Aparentemente, em países comunistas e ditatoriais praticamente não existe, na Coreia do Norte nem entrou!

É um animal determinado – nas festas promovidas pela CGTP ou PCP não entra, não importuna nem maça quem nelas participa.

(Já eu, que promovi uma ida ao teatro entre quatro amigas, foi um caso sério para comprar bilhetes “para um grupo”).

Feito o diagnóstico, que orientações têm sido seguidas? Ninguém percebe – coerência, não existe. Exemplo, não se vê. Planeamento, desconhece-se. Gestão de recursos, não fazem. Outras doenças, não importam.

O Governo desrespeita a constituição, impede a livre circulação de pessoas, assume um autoritarismo nunca visto e, cereja no topo do bolo, alimenta uma escalada de pobreza de que o país dificilmente se vai recompor.

O SNS não corre o risco de entrar em ruptura com a Covid. O SNS já estava em ruptura há muito tempo. E nos anos Centeno, em que se previam no orçamento investimentos que nunca foram realizados por uma coisa que se tornou moda chamada cativações, só piorou.

Mas quando vêm milhões de euros para Portugal, alguém ouve falar num plano de investimento sério e robusto para o SNS? Não, percebemos que o comboio de alta velocidade Lisboa-Porto volta a ser notícia, o aeroporto do Montijo continua válido e a aposta no hidrogénio é uma garantia. De resto, não se ouve nada de jeito. A não ser, claro, que uma proposta na Assembleia para criação dum portal de transparência e monitorização dos fundos europeus foi chumbada, claro, isso tinha lá algum jeito…

À conta da Covid vão morrer milhares de pessoas – com doenças que podiam ser tratadas mas que não chegam a ser diagnosticadas – à fome porque deixaram de ter sustento. Vão definhar milhares de pessoas com doenças mentais. Vão adoecer muitos profissionais. Médicos, de exaustão. Enfermeiros e auxiliares, de cansaço. Professores, “gostava” eu de saber de quê, quando têm de falar horas a fio de máscara. Vão morrer idosos, sozinhos. Vão crescer crianças sem saber brincar. Vão crescer adolescentes sem saber partilhar. Vai morrer uma sociedade que já era egoísta antes da Covid e que vai ser irremediavelmente doente depois da Covid.

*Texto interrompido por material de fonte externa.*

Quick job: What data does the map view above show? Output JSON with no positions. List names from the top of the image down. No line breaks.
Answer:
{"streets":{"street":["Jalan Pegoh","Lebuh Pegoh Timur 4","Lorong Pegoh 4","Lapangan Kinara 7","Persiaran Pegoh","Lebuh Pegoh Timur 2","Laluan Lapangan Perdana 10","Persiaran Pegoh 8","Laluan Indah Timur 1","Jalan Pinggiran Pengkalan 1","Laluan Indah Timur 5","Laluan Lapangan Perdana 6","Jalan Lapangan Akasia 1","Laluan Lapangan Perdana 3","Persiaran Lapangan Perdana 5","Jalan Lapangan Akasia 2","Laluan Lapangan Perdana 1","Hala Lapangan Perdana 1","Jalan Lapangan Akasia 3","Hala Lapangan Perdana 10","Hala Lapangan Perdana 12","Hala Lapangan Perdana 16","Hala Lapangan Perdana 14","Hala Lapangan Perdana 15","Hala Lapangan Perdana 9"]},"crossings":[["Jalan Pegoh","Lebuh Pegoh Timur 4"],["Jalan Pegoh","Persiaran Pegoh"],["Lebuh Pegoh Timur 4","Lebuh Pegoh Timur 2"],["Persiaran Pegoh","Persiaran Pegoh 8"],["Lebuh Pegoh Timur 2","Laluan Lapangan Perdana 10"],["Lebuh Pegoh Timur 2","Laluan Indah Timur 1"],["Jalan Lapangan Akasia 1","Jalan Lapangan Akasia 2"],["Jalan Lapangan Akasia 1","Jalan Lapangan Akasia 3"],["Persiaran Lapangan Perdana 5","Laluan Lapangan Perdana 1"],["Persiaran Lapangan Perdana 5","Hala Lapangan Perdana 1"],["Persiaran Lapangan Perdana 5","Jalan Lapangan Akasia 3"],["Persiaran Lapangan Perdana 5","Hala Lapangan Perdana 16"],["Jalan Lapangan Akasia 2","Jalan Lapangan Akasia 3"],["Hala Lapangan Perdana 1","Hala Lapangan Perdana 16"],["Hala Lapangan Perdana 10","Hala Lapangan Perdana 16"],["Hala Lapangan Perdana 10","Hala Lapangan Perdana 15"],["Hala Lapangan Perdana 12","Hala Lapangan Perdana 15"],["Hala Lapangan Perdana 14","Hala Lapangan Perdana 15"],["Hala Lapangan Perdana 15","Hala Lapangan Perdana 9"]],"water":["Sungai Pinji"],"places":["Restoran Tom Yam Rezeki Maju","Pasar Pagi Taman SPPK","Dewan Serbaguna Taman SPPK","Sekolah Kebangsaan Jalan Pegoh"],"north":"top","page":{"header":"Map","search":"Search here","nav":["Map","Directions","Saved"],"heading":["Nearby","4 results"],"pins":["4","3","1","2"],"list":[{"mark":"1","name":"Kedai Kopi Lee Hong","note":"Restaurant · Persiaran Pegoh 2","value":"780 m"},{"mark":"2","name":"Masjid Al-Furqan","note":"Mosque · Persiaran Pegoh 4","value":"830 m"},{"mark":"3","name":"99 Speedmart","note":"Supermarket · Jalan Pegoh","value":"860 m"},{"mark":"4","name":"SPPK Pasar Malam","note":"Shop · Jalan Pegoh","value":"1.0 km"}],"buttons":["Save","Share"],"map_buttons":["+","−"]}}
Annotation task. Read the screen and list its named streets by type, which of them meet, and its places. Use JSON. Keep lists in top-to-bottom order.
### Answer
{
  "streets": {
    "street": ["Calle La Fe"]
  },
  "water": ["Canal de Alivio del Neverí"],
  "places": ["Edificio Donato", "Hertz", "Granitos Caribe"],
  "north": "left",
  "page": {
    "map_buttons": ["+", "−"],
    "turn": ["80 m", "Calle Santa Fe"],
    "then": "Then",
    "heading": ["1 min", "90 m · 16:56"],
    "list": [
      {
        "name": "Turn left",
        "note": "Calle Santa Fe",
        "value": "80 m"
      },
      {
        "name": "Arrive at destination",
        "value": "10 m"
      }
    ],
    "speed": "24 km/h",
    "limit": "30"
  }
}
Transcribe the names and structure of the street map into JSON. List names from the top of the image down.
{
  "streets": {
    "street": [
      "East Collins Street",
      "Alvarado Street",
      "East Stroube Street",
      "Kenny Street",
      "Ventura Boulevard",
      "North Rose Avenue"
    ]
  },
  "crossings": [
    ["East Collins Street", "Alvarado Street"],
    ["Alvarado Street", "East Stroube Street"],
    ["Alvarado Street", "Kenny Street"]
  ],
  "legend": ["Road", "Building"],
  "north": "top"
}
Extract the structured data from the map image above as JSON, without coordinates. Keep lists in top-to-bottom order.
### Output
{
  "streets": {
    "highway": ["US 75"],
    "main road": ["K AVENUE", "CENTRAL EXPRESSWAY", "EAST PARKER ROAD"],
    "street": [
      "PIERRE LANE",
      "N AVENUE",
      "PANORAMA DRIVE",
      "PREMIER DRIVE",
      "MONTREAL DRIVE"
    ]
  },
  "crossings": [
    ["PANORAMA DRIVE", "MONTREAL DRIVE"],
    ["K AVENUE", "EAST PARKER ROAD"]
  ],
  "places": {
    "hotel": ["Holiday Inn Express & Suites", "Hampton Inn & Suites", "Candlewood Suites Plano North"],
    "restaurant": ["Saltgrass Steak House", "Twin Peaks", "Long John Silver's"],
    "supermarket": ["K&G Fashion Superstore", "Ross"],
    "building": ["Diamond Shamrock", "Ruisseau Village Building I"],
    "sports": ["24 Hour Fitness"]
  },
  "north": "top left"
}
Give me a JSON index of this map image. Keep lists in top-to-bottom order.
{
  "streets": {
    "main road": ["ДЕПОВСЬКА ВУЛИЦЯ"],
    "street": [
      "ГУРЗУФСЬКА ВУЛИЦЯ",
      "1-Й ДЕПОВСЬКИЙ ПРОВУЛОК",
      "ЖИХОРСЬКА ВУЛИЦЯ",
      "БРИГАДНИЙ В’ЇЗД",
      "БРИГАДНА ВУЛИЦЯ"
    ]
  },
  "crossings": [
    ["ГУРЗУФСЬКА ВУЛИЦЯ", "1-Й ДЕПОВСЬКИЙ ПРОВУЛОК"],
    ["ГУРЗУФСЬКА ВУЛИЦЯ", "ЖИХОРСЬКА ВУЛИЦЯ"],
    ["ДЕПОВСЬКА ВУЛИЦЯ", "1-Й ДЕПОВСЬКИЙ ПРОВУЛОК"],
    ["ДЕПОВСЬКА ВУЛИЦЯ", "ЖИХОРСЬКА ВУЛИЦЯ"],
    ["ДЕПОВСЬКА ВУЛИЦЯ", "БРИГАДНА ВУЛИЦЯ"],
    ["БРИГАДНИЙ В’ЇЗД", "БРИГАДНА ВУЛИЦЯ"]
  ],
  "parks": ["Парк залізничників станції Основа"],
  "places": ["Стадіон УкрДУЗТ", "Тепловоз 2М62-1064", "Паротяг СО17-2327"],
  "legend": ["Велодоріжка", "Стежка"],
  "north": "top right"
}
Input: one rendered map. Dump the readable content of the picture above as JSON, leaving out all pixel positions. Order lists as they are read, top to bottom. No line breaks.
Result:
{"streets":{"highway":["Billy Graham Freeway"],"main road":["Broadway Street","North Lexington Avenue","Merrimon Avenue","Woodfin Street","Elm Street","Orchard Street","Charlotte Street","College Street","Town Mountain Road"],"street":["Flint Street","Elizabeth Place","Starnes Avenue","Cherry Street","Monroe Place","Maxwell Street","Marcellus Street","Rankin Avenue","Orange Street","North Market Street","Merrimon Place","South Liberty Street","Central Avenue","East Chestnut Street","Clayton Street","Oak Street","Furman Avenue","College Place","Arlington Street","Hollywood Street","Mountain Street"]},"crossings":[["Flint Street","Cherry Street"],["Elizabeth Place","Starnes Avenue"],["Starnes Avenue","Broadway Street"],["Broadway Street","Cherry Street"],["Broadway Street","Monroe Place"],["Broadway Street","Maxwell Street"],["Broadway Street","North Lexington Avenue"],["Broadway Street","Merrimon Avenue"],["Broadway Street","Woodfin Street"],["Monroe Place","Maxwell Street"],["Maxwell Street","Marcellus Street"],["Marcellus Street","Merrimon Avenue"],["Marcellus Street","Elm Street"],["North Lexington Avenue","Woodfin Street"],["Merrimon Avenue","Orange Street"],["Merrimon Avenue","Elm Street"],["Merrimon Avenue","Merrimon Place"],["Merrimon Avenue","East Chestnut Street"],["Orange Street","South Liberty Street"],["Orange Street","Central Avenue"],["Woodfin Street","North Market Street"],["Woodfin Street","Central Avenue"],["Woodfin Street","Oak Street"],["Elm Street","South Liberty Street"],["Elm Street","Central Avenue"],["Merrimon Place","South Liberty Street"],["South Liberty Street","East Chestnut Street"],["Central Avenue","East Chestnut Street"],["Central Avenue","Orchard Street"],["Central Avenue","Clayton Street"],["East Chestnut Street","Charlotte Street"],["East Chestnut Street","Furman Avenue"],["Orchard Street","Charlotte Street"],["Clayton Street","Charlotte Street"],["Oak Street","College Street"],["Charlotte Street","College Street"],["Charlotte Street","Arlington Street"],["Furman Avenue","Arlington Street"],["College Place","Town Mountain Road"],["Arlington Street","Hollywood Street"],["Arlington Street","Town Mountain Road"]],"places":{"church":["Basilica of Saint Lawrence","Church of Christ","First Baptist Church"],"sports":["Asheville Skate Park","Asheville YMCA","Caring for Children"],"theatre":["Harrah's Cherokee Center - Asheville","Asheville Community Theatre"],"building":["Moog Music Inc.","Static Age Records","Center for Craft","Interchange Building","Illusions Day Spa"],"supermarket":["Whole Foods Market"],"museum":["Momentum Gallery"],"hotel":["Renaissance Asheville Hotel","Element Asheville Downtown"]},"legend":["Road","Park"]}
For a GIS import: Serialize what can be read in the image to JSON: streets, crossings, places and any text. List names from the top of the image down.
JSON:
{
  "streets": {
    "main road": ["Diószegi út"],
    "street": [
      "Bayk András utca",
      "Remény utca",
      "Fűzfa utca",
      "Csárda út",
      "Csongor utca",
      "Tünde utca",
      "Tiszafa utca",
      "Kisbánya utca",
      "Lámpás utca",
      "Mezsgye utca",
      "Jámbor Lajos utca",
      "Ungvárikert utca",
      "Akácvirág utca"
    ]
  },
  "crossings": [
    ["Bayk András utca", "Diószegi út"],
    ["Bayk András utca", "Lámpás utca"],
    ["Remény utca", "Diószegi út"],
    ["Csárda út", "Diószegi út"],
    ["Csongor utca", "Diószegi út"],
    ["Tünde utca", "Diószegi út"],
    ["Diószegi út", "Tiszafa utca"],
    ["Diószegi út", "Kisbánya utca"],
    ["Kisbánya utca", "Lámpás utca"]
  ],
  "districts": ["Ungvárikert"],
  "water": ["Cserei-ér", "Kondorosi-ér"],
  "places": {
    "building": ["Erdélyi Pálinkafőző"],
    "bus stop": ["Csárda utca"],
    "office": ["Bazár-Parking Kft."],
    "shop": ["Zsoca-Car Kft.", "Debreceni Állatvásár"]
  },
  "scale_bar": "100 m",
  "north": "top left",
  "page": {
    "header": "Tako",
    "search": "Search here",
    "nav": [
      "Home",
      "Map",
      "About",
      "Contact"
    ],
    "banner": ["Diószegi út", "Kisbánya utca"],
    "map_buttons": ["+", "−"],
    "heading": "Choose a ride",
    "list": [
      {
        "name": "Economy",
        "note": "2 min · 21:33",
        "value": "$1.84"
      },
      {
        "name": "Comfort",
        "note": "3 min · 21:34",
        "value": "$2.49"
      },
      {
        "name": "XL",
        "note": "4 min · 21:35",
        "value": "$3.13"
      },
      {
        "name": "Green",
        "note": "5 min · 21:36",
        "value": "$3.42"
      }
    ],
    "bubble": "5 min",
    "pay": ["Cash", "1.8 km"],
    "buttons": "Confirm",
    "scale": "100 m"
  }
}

Enquanto isto, a Covid vai ter as costas mais largas da história económica portuguesa. Chegou no momento certo para um Governo que a aproveita ao máximo para amedrontar a população e assim, passo a passo, ir tomando conta das instituições. Na Procuradoria Geral da República, Joana Marques Vidal estava a ser incómoda, saltou! Para o Banco de Portugal vai Mário Centeno – temos o Novo Banco ainda a mexer e há-de chegar o dossier Montepio, que é bom ter controlado.

E sabem que Mário Centeno enquanto ministro das Finanças escolheu os elementos do conselho de auditoria que têm como missão avaliar o trabalho do Governador do Banco de Portugal – e ainda aprovou aumento das suas remunerações. Uau, é difícil imaginar melhor quando todos, a começar por ele, sabia(mos) que sairia do Governo para o Banco de Portugal.

No Tribunal de Contas, Vítor Caldeira estava a levantar muitas questões. Saltou! Combate à corrupção? Esqueçam! Aliás, a organização Transparência e Integridade chamou já a atenção para o vazio que é a proposta de combate à corrupção apresentada pelo Governo que deixa de fora as funções políticas, financiamento político, branqueamento de capitais, enriquecimento ilícito, regime de incompatibilidades e contratação pública. Na realidade, todas onde pode e deve existir mais corrupção.

Mais recentemente, a presidente do Conselho das Finanças Públicas (CFP), Nazaré da Costa Cabral, tornou pública a sua preocupação com as previsões inscritas no Orçamento do Estado para 2021 que, considera, “comportam riscos descendentes não negligenciáveis, nomeadamente, a incerteza em torno da pandemia que poderá levar a um impacto superior ao previsto de algumas das medidas inscritas, mas também que o impacto da despesa com a TAP e o Novo Banco seja superior ao previsto”. Cheira-me que pode ser a próxima a ser “despedida”…

Como digo há meses, nunca o Atlântico foi tão estreito – estamos aqui estamos uma Venezuela! Havia um ditado que dizia, “fia-te na virgem e não corras”, eu diria “fia-te na máscara e não te imponhas”.

A autora escreve de acordo com a antiga ortografia.